§ Required action: Using the listing below, extract each line that has the word "positions" in it.

§ Data for this task:
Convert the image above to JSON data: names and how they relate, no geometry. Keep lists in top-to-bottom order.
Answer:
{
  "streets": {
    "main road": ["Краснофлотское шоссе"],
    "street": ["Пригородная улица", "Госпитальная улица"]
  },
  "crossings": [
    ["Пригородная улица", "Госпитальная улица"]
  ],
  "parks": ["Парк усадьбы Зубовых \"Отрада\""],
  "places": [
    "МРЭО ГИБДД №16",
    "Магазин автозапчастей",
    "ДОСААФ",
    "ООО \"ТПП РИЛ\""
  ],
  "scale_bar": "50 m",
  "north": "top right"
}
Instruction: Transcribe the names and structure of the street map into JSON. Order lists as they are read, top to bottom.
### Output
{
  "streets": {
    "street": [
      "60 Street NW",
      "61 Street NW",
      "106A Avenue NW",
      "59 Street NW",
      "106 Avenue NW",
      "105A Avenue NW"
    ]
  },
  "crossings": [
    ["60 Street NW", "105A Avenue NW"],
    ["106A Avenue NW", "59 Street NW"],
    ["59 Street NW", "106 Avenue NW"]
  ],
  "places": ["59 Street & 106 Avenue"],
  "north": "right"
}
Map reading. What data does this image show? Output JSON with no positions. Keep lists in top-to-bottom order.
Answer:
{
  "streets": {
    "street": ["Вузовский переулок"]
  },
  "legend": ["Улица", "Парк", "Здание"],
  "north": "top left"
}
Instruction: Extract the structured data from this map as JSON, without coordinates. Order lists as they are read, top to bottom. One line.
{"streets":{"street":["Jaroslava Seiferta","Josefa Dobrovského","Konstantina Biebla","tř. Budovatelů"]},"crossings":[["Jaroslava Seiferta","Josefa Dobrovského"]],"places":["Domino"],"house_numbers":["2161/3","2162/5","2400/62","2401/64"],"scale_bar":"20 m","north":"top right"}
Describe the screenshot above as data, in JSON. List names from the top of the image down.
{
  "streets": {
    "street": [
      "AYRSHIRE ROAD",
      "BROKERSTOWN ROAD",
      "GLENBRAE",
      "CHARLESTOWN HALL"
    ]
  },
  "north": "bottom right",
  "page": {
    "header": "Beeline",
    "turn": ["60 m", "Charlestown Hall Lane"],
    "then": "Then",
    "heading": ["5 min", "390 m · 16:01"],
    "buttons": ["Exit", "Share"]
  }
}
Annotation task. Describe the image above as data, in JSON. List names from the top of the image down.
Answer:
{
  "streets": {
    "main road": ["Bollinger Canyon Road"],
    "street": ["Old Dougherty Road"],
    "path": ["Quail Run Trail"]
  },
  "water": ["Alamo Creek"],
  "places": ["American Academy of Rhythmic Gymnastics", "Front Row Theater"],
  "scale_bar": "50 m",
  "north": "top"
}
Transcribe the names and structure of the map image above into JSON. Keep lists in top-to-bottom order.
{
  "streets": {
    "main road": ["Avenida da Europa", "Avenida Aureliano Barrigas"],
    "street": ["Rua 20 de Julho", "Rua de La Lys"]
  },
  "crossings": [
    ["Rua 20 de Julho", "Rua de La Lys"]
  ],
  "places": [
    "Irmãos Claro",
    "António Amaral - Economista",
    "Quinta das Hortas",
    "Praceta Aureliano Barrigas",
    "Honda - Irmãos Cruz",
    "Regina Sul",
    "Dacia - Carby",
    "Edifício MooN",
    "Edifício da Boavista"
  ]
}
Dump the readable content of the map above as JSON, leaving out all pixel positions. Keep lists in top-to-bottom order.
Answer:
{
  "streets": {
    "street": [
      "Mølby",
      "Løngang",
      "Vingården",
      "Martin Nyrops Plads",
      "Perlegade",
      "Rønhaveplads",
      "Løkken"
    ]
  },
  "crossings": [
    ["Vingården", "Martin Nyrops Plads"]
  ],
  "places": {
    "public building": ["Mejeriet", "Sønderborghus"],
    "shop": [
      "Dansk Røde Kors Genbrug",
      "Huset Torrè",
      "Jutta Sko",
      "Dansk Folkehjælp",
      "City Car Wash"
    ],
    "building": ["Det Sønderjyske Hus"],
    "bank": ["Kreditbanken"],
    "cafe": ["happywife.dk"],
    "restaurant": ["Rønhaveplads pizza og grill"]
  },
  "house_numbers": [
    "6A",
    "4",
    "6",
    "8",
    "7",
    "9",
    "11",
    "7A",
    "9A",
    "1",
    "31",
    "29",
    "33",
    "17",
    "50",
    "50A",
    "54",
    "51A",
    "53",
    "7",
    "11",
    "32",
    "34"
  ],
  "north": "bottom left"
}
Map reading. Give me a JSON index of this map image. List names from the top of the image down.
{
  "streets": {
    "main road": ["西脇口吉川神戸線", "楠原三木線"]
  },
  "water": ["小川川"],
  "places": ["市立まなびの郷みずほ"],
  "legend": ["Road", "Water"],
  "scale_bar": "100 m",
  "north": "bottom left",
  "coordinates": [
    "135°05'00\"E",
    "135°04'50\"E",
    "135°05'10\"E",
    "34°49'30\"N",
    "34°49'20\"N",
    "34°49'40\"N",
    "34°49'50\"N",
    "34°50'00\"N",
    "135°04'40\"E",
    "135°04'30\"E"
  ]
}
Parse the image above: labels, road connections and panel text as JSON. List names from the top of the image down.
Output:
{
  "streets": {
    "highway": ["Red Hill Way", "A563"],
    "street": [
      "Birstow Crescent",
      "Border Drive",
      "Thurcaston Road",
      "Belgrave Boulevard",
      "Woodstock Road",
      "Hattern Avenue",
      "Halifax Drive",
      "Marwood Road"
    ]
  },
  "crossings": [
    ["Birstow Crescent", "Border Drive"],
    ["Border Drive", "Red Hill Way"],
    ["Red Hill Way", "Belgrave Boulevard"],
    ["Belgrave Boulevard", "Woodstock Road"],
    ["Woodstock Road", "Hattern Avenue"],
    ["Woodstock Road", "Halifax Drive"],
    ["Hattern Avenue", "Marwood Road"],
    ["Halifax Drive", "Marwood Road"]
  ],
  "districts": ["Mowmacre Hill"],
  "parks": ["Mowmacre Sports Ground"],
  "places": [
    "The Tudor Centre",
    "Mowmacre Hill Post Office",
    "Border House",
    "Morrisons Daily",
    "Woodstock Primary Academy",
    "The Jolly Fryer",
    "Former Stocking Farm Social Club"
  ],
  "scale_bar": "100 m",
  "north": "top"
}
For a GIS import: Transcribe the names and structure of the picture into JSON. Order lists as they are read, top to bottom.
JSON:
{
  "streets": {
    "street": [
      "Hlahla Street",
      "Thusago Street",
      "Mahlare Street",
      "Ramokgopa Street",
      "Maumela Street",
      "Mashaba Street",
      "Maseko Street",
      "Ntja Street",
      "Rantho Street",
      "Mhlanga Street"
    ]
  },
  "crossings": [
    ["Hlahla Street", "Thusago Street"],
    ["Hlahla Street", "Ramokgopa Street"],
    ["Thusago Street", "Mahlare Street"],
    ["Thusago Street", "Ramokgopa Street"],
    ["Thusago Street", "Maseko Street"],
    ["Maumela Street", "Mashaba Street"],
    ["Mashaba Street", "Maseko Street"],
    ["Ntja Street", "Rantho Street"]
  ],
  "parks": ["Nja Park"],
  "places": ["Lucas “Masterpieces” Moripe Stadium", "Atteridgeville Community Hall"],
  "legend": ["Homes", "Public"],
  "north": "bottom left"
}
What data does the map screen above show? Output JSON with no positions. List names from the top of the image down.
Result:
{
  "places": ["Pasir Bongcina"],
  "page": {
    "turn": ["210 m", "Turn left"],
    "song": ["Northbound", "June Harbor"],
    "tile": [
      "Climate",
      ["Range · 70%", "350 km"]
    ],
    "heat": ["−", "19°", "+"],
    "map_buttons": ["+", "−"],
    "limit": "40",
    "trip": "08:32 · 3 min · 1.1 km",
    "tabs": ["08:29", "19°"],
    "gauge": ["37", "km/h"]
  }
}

§ Response to the exercise:
Map reading. What data does this image show? Output JSON with no positions. Keep lists in top-to-bottom order.
Dump the readable content of the map above as JSON, leaving out all pixel positions. Keep lists in top-to-bottom order.
What data does the map screen above show? Output JSON with no positions. List names from the top of the image down.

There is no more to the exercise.